- [Task goal]:
Return all entries verbatim; skip any pictures.

Stored data entries:
━━━━━━━━
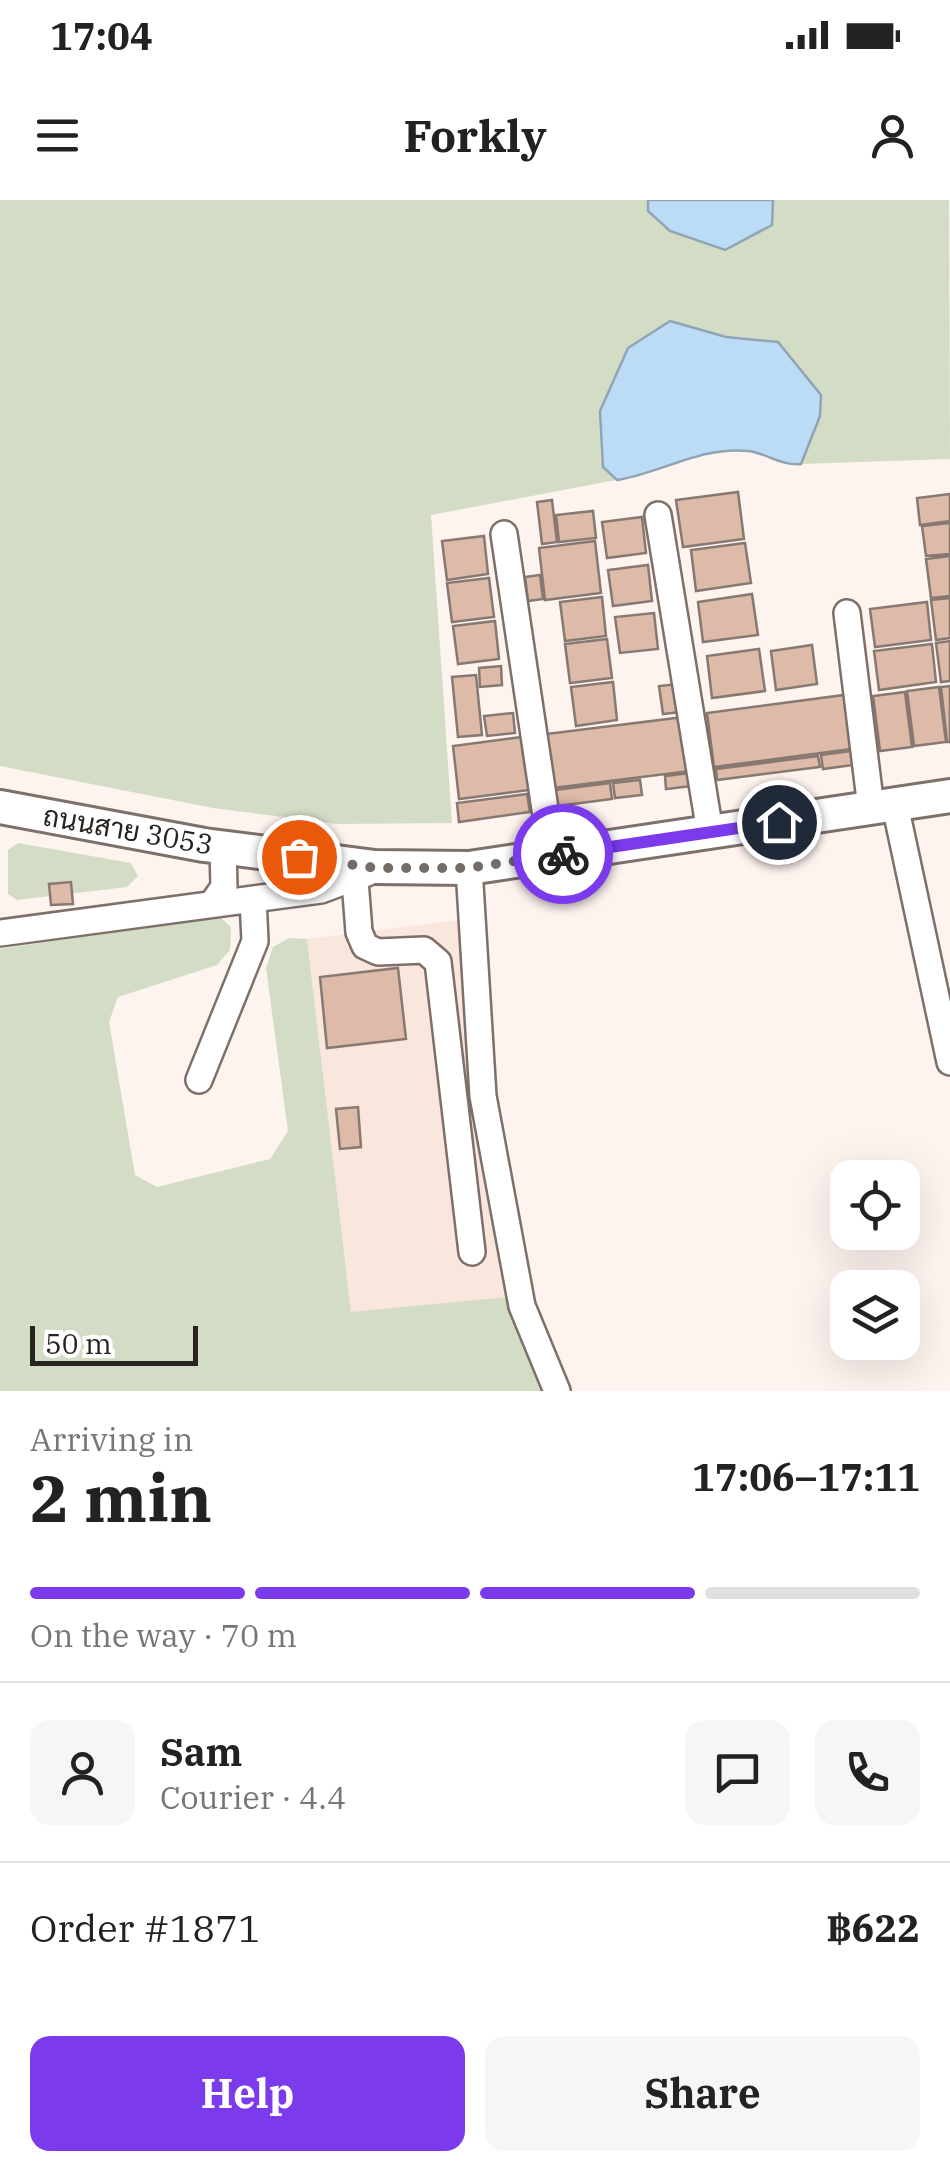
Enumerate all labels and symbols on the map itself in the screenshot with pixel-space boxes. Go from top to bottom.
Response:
pin [737,780,822,865]
street label: ถนนสาย 3053 [40,796,216,863]
courier [513,804,613,904]
pin [257,815,342,900]
scale bar [30,1321,198,1366]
━━━━━━━━
- [Result for this exercise]:
Enumerate all labels and symbols on the map itself in the screenshot with pixel-space boxes. Go from top to bottom.
Response:
pin [737,780,822,865]
street label: ถนนสาย 3053 [40,796,216,863]
courier [513,804,613,904]
pin [257,815,342,900]
scale bar [30,1321,198,1366]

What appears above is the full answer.